Trump has long charged that Democrats want open borders, slinging accusations at a higher clip in the waning days of the midterm elections campaign in November.

Democrats do not want open borders, evidenced in part by border security legislation that Democrats have supported. What Democrats do not want is Trump’s costly border wall.

What Trump said: “....People do not yet realize how much of the Wall, including really effective renovation, has already been built. If the Democrats do not give us the votes to secure our Country, the Military will build the remaining sections of the Wall. They know how important it is!”

This lacks evidence.

Trump threatened to have the military build the new wall if Democrats did not give him the funding he had asked for, but it was not immediately clear where the military’s funding for this wall would come from.

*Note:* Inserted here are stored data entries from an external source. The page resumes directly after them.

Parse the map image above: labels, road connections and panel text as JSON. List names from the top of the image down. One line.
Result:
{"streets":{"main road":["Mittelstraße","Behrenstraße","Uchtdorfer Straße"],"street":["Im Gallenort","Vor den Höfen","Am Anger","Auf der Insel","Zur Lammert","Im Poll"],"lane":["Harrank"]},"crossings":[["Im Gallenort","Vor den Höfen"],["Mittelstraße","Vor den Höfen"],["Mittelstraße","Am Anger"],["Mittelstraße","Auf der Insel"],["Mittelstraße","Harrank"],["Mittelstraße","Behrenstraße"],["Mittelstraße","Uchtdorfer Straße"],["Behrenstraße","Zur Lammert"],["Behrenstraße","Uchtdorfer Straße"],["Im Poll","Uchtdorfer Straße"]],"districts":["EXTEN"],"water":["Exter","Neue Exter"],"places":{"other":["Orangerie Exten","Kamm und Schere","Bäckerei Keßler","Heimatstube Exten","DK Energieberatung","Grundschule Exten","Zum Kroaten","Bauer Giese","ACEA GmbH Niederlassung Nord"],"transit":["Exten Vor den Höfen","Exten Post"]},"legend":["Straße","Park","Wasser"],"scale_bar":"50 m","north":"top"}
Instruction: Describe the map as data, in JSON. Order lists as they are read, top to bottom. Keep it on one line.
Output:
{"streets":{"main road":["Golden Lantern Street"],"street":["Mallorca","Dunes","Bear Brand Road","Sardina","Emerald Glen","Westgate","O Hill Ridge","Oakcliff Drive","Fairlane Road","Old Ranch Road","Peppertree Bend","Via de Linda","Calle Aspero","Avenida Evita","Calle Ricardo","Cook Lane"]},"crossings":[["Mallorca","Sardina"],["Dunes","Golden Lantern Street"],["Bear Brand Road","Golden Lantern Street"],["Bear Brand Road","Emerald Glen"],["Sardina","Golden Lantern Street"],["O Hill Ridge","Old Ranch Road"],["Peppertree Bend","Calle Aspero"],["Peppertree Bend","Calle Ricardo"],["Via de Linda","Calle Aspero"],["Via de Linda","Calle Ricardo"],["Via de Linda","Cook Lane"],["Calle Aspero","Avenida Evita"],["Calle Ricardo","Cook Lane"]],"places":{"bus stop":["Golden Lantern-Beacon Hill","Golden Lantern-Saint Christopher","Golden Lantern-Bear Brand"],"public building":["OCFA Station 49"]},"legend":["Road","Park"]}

What Trump said: “A lot of the wall is built. It’s been very effective. I asked for a couple of notes on that. If you look at San Diego, illegal traffic dropped 92 percent once the wall was up. El Paso, illegal traffic dropped 72 percent, then ultimately 95 percent once the wall was up. In Tucson, Arizona, illegal traffic dropped 92 percent. Yuma, it dropped illegal traffic 95 to 96 percent.” — in a meeting with Pelosi and Schumer on Tuesday.

This is misleading.

Spending bills for the 2017 and 2018 fiscal years included funding for the Department of Homeland Security to replace old barriers with new barriers. These projects are not the same thing as Trump’s promised 1,000-mile concrete border wall, and many — including most in the sectors Trump listed — are not yet completed.

It is therefore impossible for Trump to claim that the wall has already been highly effective in stemming illegal border crossings.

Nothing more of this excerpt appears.